Publisher: Lince Works | Merge Games

Release Date: Oct 2016

Played: Full campaign.

Platforms: PC

Purchase At: Steam

Source: Review Copy provided by Publisher

Good:

  • Great visual style.

  • Different pacing to other stealth games.

Bad:

  • Predictable plot.

  • Bad Boss Fights.

  • Bad upgrade design.

Review

Aragami opens with your character literally manifesting into the world. The ghost of a silver-haired girl guides you and explains as much as she can. You are in the lands that once belonged to the clan of Shadow-wielding people, but that was before the Kaiho, the army of the light, obliterated them. They’re still around, made their home where yours once stood, and that can’t go unpunished. As a spirit of vengeance, bound to the person who summoned it, the Aragami has to destroy the invaders.

To do so, you must help the girl escape from her captors.
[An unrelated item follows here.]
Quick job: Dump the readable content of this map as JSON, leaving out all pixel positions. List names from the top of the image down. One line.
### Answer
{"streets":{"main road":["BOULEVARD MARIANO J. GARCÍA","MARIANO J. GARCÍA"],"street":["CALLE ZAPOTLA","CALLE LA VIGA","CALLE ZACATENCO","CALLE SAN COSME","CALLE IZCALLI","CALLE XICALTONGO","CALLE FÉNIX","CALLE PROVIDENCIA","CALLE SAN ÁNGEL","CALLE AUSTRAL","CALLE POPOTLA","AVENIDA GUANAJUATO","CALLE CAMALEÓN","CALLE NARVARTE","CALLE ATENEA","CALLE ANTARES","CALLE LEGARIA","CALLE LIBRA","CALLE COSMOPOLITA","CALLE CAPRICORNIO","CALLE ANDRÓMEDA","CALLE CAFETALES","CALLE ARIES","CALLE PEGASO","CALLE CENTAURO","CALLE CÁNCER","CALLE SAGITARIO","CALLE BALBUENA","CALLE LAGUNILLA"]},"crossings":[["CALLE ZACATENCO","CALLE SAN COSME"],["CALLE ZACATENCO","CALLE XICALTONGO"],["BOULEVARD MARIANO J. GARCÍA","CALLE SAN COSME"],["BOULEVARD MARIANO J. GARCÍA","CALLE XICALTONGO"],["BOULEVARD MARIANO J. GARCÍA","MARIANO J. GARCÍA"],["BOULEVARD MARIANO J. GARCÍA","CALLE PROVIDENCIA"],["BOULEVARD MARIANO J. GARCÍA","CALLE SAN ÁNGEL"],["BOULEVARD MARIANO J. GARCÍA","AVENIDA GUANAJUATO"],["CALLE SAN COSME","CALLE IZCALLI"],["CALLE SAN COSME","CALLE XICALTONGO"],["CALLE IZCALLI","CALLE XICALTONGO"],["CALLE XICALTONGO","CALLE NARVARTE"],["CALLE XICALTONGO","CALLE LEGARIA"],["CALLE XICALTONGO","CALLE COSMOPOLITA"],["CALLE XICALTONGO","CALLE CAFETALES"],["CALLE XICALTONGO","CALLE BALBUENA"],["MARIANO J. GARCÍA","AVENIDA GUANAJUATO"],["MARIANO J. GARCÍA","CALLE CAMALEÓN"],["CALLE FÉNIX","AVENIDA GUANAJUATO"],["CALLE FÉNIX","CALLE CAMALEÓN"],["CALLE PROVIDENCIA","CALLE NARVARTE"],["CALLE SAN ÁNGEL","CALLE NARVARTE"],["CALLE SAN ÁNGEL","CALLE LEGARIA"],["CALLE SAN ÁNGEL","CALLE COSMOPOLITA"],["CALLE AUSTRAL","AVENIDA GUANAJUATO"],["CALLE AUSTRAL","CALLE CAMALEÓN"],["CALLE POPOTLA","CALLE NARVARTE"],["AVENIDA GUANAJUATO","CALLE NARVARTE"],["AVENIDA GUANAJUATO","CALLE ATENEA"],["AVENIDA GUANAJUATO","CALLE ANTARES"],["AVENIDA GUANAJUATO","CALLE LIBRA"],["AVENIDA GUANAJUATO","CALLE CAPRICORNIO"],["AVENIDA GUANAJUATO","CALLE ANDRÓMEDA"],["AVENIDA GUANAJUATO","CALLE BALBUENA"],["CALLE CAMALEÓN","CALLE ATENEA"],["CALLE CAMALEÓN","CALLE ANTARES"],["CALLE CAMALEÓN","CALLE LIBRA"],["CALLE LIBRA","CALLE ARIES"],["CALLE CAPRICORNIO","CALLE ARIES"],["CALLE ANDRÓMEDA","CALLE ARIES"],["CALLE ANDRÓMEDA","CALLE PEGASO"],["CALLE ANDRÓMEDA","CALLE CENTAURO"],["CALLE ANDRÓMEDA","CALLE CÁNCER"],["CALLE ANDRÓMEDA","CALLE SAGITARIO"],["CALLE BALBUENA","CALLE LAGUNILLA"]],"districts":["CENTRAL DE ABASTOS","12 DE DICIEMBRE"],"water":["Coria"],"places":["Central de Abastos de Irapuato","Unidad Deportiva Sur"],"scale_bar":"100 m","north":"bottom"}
It appears not everyone’s dead. The girl survived, as did the Empress, but the Kaiho have them trapped, sealed away. To break the seal, she guides you, the Aragami, to find the different relics that govern the seal, objects containing the memories of the young girl and of the war that happened between the Shadow and Light bearers.

Aragami
Stick to the shadows!

I like the concept of the world, two major powers at war, each with opposite elemental abilities and claiming the other is evil. It becomes clear as you complete levels and learn more of the world that no one’s really nice here and good and evil are subjective—which is very strong point in favour of Aragami. Rarely do you see fantasy where things are this ambiguous. I can dig it!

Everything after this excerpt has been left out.